In order to provide the requisite base drive current to the transistor 32 for regulation of the output voltage of the supply 10, the supply 10 further comprises a driver 36, and a sensor 38 of the output voltage of the supply 10. The sensor 38 is composed of two branches, namely, a standby branch 40 and an active-mode branch 42. The two branches 40 and 42 are connected via a common reference element in the form of a band-gap diode 44 which operates in the manner of a zener diode to provide a voltage reference on line 46 in response to current coupled to the diode 44 via one or both of the branches 40 and 42.
The driver 36 comprises two transistors 48 and 50 serially connected in back-to-back arrangement with their emitter terminals connected together and to the base terminal of the transistor 32. The standby branch 40 comprises a resistor 52 serially connected to the diode 44 by a pair of transistors 54 and 56 which are connected together in series to function as a diode. The collector terminal of the transistor 54 is connected to the resistor 52 and to a base terminal of the transistor 50, the base terminal of the transistor 54 is connected directly to the collector terminal of the transistor 54. The emitter terminal of the transistor 54 is connected to the collector terminal of the transistor 56, the collector terminal of the transistor 56 being connected directly to the base terminal of the transistor 56. The emitter terminal of the transistor 56 is connected to the diode 44.

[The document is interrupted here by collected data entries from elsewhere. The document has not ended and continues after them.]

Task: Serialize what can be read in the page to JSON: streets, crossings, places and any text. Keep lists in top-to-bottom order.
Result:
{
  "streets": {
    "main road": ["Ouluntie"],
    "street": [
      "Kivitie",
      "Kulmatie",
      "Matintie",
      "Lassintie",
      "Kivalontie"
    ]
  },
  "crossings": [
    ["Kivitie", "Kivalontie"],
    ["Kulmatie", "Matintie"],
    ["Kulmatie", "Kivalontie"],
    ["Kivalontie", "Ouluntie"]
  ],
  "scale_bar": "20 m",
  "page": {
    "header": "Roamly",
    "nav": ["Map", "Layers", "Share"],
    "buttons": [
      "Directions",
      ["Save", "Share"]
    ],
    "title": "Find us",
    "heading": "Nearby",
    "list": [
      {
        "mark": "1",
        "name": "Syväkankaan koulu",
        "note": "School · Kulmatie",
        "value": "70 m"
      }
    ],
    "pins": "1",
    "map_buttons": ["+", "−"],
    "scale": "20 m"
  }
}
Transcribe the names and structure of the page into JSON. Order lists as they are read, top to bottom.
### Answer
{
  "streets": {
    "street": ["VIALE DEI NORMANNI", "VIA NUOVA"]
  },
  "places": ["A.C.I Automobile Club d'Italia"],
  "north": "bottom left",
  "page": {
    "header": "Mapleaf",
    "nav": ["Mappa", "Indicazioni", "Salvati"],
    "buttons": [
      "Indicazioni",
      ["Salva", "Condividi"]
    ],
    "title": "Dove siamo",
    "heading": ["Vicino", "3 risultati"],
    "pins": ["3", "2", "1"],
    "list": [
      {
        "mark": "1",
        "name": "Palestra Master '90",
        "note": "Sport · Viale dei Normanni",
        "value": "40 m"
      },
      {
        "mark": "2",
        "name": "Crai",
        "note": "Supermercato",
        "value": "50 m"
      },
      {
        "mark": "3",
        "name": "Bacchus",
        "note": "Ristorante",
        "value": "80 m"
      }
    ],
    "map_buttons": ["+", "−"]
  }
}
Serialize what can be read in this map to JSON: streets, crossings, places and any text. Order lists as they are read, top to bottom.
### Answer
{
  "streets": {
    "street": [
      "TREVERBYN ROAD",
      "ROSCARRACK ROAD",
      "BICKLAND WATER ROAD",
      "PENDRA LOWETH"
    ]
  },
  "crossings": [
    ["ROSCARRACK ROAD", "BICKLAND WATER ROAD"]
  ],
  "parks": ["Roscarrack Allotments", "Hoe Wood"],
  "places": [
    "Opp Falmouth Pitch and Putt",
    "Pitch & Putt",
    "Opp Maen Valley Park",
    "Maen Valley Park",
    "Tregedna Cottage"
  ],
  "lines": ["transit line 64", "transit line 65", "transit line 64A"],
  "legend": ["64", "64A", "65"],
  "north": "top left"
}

The active-mode branch 42 of the sensor 38 comprises an operational amplifier 58 having inverting and non-inverting input terminals. A feedback resistor 60 is connected between the inverting input terminal and the output terminal of the amplifier 58 to form the circuit of a feedback amplifier. The output terminal for the amplifier 58 is connected via a resistor 62 to the base terminal of the transistor 48. A resistive divider circuit comprising to resistors 64 and 66 is connected in series with a switch 68 serially between the lines 24 and 46. A junction between the resistors 64 and 66 is connected to the inverting input terminal 72 of the amplifier 58. A further resistor 70 is connected between a terminal 72 of the switch 68 and the line 46. The non-inverting input terminal of the amplifier 58 is also connected to the line 46.
The operation of the active-mode branch 42 is as follows. Upon closure of the switch 68, current flows from the line 24 via the switch 68 through the resistor 70 to the diode 44. In addition, there is current supplied to the diode 44 via the standby branch 40. The combination of these currents produces a sufficient total current to the diode 44 so that it functions as a highly accurate, low-impedance voltage reference element. The resistors 64 and 66 provide a fraction of the voltage between lines 24 and 26 to the inverting input terminal for the amplifier 58. Since the voltage drop between the lines 46 and 26 is fixed by the reference level of the diode 44, the voltage presented to the inverting input terminal of the amplifier 58 is an accurate representation of the output voltage of the supply 10. Since the non-inverting input terminal of the amplifier 58 is connected directly to line 46, the output voltage of the amplifier 58 is directly proportional to the difference of potential between the lines 24 and 46, the magnitude of the output voltage of the amplifier 58 being determined by the gain of the amplifier. The gain of the amplifier 58 is determined by the ratio of resistance of the resistor 60 and the input resistance to the amplifier 58. The feedback characteristic of the amplifier 58 ensures that its output voltage precisely tracks all variations of voltage which may be present at the output terminals 22 and 20. The output voltage of the amplifier 58 is coupled via the resistor 62 to the driver 36, the resistor 62 coupling current from the amplifier 58 directly to the base terminal of the transistor 48. During standby operation of the power supply 10, the switch 68 is placed in the open position and amplifier 58 is disabled, in which case no current is supplied by the amplifier 58 to the transistor 48.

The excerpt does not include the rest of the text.